:: The data ::
──────────

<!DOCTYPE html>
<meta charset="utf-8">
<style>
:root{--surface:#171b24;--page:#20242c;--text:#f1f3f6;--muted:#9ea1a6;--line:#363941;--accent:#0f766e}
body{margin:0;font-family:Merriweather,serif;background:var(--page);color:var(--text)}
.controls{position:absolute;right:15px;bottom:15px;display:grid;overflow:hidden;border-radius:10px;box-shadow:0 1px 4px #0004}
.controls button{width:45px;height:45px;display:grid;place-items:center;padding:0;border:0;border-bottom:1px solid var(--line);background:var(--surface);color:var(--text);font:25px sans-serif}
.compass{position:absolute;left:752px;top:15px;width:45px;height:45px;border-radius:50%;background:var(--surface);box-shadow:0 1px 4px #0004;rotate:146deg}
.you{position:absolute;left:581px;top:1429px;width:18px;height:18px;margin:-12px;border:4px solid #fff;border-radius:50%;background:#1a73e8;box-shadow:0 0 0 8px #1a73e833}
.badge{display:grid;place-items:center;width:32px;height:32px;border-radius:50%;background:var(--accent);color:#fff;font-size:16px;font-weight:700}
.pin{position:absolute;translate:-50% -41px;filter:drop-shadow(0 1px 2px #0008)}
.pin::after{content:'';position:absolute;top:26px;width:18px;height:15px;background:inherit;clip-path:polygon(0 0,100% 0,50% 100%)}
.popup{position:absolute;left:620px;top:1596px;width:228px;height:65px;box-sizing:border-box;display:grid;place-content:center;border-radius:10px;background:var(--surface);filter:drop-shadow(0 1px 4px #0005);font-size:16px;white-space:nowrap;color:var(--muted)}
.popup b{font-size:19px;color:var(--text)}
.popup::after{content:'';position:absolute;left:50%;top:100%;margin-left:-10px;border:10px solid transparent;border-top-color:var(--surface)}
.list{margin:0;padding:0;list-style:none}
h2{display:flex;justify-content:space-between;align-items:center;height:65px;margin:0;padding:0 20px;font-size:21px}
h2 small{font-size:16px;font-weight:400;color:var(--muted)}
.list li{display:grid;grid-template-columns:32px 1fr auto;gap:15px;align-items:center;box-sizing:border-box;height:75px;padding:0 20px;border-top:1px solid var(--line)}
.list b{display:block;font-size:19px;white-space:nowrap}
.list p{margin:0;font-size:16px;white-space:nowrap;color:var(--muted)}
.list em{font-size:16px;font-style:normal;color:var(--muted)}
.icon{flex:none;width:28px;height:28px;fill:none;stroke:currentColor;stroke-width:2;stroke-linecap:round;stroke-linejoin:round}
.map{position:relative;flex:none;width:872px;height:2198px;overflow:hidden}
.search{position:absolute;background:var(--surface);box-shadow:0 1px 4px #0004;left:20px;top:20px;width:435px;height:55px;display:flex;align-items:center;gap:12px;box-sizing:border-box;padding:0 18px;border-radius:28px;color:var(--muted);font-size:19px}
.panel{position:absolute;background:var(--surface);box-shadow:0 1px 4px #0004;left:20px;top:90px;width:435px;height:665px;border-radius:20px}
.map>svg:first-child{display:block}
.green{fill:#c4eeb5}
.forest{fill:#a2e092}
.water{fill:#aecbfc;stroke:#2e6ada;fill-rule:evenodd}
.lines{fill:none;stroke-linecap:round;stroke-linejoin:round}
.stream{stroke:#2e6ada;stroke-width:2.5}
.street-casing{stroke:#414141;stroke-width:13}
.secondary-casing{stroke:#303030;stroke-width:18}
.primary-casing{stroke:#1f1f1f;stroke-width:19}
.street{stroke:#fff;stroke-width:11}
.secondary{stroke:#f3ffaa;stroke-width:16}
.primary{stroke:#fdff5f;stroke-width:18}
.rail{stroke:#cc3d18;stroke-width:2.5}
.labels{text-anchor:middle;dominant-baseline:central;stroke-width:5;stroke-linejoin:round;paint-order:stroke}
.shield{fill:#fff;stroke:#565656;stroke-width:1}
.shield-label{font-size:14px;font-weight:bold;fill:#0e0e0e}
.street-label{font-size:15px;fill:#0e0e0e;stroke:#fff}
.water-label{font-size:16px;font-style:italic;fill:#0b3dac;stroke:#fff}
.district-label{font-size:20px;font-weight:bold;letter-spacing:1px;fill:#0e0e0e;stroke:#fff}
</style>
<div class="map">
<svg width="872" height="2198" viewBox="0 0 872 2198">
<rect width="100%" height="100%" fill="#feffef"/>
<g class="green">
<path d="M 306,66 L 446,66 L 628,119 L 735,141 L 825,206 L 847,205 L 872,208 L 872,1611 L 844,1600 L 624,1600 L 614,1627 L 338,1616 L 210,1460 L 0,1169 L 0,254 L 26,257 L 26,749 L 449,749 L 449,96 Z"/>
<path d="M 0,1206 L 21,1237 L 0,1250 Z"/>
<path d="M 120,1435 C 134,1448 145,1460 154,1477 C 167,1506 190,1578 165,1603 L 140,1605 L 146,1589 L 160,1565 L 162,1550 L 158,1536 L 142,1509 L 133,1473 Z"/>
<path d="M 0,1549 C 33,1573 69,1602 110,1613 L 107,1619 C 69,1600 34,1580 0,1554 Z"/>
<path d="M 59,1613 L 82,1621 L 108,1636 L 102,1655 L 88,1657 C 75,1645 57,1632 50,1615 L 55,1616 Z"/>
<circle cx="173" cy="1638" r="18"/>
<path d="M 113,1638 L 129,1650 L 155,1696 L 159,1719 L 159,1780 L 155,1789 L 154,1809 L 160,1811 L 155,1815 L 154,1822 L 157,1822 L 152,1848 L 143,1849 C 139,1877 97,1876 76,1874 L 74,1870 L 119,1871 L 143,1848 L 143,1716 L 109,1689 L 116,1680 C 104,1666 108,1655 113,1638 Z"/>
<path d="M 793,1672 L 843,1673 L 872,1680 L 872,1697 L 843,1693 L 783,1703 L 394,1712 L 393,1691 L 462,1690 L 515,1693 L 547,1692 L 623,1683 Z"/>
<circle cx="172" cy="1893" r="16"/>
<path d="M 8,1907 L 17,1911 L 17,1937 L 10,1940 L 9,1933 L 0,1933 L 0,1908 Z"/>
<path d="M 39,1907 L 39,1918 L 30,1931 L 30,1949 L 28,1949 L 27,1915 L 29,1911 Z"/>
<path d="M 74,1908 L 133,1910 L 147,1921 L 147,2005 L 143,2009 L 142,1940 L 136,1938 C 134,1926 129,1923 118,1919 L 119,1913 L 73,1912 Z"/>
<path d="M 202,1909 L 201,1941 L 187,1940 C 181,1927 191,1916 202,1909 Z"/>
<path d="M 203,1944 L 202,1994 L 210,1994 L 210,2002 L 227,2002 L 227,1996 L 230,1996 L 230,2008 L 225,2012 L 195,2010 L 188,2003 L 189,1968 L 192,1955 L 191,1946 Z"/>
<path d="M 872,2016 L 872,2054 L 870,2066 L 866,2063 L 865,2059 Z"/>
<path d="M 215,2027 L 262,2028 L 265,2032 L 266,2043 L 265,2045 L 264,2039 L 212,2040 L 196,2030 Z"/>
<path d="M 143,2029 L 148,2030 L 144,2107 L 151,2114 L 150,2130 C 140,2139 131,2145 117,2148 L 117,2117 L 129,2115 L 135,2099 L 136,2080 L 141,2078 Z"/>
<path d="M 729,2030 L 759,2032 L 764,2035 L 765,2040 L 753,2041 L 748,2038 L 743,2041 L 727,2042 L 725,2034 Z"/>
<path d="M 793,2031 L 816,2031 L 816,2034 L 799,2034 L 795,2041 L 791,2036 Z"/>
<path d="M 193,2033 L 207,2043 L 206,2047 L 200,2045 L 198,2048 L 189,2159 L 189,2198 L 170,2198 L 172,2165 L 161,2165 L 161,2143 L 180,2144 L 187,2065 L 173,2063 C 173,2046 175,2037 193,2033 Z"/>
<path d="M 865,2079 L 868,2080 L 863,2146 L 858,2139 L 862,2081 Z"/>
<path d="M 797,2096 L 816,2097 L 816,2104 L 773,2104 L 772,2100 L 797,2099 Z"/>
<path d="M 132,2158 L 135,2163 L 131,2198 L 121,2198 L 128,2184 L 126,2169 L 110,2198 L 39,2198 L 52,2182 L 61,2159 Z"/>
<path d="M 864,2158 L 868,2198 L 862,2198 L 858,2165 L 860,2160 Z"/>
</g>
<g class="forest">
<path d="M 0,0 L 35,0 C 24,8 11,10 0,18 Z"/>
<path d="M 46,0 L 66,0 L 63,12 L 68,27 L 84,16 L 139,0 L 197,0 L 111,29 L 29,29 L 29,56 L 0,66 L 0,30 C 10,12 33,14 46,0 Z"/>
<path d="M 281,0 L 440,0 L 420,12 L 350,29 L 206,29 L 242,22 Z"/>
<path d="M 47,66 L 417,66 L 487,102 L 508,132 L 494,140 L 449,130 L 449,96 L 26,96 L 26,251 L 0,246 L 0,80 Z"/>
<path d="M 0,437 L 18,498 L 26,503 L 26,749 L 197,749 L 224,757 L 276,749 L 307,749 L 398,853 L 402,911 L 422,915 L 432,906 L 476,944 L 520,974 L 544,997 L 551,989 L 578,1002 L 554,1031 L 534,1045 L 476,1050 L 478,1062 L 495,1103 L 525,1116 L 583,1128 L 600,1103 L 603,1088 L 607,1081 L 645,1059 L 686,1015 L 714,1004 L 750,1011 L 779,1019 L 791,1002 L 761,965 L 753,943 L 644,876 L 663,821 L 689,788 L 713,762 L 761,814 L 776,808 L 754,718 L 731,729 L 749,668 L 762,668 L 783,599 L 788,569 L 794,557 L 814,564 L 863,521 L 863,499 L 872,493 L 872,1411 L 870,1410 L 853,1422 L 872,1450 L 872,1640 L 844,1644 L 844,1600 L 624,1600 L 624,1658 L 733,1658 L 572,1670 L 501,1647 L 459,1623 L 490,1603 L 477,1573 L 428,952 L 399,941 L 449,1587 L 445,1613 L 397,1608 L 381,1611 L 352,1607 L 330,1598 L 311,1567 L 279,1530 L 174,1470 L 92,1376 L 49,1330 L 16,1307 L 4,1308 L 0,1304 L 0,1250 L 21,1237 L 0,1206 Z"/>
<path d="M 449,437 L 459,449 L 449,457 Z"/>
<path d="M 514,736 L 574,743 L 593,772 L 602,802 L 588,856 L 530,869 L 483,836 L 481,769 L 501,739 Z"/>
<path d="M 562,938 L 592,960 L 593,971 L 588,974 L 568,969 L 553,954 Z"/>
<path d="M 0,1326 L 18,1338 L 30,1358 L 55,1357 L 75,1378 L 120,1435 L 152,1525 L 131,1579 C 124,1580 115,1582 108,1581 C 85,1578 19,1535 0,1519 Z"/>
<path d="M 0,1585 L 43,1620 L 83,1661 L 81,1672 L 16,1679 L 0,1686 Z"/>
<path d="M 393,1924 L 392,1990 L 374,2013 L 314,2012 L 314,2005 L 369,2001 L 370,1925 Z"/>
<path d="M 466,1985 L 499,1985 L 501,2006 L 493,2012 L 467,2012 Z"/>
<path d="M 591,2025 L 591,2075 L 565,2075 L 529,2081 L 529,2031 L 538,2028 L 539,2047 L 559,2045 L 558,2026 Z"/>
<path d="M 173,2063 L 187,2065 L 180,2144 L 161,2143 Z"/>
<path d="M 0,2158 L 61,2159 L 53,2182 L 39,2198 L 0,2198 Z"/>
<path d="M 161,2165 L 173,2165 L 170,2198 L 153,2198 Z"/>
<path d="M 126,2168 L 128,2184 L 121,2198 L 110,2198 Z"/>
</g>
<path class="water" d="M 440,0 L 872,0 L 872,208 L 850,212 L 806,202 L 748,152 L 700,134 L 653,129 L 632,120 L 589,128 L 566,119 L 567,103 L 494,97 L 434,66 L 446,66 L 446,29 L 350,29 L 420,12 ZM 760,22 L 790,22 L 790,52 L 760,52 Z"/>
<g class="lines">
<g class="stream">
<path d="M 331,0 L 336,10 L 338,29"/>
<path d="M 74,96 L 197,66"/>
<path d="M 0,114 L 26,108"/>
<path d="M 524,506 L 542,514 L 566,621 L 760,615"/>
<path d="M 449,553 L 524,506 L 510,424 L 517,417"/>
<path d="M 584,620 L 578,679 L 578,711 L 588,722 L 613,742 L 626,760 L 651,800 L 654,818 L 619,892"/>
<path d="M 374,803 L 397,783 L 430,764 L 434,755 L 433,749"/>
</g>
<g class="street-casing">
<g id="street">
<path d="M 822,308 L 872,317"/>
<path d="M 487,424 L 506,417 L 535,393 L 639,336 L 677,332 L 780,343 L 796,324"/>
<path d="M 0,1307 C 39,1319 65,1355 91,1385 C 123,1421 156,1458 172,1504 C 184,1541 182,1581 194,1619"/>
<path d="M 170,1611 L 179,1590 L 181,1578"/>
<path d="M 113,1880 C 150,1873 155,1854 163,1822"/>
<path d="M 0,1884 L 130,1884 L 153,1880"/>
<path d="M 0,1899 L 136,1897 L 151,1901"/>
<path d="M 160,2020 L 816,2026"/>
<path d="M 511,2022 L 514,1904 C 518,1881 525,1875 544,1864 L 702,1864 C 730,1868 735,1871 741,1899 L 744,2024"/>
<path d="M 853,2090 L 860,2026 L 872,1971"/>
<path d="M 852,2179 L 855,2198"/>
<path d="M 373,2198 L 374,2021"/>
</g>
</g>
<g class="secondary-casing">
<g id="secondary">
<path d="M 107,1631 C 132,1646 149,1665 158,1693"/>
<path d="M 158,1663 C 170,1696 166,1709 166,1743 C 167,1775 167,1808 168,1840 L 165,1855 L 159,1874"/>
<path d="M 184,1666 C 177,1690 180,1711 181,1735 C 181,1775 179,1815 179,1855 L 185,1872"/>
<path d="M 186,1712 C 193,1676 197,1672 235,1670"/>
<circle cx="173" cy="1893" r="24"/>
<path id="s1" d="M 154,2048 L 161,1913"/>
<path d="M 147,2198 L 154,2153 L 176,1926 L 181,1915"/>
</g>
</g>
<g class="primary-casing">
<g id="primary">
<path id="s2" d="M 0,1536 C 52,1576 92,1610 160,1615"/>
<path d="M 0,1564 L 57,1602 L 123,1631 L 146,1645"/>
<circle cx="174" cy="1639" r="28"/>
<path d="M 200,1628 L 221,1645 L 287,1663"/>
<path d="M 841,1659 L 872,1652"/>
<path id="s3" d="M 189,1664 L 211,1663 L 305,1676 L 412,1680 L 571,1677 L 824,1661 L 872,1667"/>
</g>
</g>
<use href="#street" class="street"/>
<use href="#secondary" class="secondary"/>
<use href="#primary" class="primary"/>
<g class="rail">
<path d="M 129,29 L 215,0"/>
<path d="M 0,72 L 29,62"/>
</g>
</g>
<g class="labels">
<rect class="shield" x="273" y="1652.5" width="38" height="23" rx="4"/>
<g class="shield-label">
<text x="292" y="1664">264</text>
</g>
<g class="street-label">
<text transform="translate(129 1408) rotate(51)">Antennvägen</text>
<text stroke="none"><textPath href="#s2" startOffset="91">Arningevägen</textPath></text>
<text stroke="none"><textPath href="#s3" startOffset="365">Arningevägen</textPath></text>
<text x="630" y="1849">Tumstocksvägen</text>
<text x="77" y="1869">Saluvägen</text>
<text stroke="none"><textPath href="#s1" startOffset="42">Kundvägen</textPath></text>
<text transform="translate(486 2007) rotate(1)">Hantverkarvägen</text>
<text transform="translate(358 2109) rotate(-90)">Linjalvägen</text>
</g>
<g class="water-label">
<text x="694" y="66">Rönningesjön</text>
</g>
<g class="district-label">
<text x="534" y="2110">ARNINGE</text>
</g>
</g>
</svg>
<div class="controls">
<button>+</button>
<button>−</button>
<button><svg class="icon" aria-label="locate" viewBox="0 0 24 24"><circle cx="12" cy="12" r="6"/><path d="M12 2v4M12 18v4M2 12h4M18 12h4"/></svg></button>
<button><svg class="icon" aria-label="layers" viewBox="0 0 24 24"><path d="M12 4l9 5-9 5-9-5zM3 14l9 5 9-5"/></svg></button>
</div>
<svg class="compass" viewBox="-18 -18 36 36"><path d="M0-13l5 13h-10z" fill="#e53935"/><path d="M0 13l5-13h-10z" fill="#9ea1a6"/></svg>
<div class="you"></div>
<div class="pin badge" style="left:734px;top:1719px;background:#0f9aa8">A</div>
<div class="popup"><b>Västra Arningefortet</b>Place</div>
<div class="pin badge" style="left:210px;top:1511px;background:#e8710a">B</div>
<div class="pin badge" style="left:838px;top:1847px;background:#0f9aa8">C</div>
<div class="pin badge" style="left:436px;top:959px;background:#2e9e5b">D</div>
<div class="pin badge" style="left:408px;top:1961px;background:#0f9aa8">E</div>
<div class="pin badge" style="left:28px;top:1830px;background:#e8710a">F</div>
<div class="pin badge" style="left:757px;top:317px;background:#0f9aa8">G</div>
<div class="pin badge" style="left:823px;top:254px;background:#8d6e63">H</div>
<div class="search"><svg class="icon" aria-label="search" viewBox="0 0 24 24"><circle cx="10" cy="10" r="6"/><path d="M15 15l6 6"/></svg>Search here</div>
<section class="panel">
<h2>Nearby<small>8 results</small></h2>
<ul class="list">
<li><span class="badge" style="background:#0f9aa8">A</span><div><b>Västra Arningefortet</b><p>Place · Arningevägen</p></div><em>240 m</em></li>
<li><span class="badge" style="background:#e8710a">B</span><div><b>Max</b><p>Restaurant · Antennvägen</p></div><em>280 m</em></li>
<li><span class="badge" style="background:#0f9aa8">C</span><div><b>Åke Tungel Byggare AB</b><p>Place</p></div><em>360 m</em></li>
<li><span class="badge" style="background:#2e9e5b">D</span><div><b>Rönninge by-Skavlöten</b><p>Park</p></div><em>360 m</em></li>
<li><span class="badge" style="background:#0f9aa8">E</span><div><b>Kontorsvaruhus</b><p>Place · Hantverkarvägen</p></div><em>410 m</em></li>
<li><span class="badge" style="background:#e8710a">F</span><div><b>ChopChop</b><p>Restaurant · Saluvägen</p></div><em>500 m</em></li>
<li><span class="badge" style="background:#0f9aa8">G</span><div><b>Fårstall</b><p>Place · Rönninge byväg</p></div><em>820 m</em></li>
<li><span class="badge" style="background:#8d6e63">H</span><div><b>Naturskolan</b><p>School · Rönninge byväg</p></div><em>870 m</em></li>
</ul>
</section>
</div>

──────────

:: Task objective ::
Which of the lines above hold the string "after"? Copy each one.

:: Written solution ::
.pin::after{content:'';position:absolute;top:26px;width:18px;height:15px;background:inherit;clip-path:polygon(0 0,100% 0,50% 100%)}
.popup::after{content:'';position:absolute;left:50%;top:100%;margin-left:-10px;border:10px solid transparent;border-top-color:var(--surface)}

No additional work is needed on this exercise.